I think there’s a perceptual or cognitive block, that simply makes it hard for many people to see government activity in the foreground of the story, as an actor which actively and (often) arbitrarily changes outcomes. It reminds of the recent Brian Greene programs on cosmology on PBS. In one, he compares the treatment of space, through most of scientific history, as simply being the unadorned theater stage, upon which the truly interesting things actually happen. It’s only later that Einstein (using Riemann’s math) described space as having positive, unambiguous characteristics. After Einstein brought space itself into the foreground, you could make statements about particular things that space did do, and other particular things that space did not do.
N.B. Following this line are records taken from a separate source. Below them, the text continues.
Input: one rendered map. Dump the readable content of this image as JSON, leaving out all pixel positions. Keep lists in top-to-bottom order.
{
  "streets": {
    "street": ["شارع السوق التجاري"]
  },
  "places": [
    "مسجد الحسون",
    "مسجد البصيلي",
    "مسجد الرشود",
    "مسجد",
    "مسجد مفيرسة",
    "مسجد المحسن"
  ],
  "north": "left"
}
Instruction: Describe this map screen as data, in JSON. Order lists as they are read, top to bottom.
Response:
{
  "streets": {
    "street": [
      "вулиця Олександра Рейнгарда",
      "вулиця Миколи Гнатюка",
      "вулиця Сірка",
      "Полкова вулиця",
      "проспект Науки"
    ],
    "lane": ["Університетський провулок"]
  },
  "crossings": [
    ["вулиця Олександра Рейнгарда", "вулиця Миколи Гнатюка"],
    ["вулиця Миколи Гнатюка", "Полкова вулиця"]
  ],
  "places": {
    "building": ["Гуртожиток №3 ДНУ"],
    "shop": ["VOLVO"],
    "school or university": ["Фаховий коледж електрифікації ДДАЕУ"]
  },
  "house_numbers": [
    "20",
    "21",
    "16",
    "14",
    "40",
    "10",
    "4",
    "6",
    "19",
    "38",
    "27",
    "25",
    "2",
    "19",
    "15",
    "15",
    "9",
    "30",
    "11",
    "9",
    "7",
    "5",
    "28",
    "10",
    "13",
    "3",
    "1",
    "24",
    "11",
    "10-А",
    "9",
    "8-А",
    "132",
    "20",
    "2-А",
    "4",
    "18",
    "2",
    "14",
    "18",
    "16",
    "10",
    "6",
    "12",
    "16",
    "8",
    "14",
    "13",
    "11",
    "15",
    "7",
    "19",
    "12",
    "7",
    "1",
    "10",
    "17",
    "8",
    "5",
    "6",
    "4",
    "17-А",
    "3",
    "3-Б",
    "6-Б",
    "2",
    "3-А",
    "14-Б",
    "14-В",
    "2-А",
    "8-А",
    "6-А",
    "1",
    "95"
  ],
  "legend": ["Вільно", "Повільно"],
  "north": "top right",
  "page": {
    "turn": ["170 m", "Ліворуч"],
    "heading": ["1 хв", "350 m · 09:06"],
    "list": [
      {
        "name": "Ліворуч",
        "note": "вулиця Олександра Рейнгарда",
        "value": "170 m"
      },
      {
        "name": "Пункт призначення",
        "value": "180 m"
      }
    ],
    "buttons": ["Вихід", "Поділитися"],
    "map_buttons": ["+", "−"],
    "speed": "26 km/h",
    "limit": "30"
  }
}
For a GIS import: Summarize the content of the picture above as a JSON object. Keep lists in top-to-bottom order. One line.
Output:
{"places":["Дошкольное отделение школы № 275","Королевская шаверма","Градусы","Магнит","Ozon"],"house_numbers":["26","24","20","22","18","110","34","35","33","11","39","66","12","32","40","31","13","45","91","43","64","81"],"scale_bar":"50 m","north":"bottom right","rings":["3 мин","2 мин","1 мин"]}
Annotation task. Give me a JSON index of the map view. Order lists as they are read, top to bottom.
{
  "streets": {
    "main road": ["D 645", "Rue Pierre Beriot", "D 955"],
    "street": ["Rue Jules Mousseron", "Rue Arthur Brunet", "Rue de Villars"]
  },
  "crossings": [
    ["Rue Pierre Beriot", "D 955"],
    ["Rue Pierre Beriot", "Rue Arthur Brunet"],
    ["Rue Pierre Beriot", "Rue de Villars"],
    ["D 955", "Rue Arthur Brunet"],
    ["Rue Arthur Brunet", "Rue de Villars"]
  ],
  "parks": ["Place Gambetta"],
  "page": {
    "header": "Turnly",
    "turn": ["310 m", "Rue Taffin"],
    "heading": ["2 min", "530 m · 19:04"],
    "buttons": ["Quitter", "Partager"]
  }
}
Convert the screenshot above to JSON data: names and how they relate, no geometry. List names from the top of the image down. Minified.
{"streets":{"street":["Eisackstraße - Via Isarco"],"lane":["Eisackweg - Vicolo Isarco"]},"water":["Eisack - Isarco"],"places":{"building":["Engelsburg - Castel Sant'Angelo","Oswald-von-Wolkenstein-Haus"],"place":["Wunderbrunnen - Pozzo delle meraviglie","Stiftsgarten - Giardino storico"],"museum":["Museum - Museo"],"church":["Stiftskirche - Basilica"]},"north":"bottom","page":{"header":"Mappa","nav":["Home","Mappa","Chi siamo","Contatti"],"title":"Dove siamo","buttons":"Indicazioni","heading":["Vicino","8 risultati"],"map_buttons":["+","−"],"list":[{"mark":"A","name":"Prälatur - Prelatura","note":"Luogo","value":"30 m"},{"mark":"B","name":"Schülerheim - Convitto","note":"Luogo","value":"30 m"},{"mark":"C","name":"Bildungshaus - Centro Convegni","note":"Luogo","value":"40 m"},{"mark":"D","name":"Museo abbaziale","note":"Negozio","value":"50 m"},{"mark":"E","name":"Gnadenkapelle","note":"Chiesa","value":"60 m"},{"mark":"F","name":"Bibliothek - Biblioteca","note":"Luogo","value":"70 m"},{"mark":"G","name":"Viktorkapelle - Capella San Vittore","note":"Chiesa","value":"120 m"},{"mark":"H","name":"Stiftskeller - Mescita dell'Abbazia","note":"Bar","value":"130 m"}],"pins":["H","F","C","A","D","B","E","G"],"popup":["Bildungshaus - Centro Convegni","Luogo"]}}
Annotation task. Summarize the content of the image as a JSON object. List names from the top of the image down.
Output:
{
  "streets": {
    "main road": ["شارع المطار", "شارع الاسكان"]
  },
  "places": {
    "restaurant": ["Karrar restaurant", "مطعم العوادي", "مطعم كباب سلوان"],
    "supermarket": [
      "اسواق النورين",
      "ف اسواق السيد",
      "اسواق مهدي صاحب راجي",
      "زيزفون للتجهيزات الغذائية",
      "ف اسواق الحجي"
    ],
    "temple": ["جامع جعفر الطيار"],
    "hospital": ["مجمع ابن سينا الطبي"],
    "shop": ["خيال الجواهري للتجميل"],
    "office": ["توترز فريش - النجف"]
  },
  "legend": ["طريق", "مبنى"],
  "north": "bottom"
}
Another example: at a gathering of friends with children, my wife and I were observing a small boy (3-ish) who kept biting the other children. When it came to tears, parents would come in and intervene, and scold him. Later, we watched the same parents — who were baffled at the boy’s biting — laugh and giggle as the father playfully bit his son. Apparently, nobody had ever brought the father’s behavior into the foreground, for their scrutiny, as a possible influence on the son’s problem. Sometimes, the obvious does stare people in the face. I think that the way we describe the role and actions of government, in the press and schools, goes a long way to explain this cognitive block. Libertarianism is nothing like common sense; not nearly.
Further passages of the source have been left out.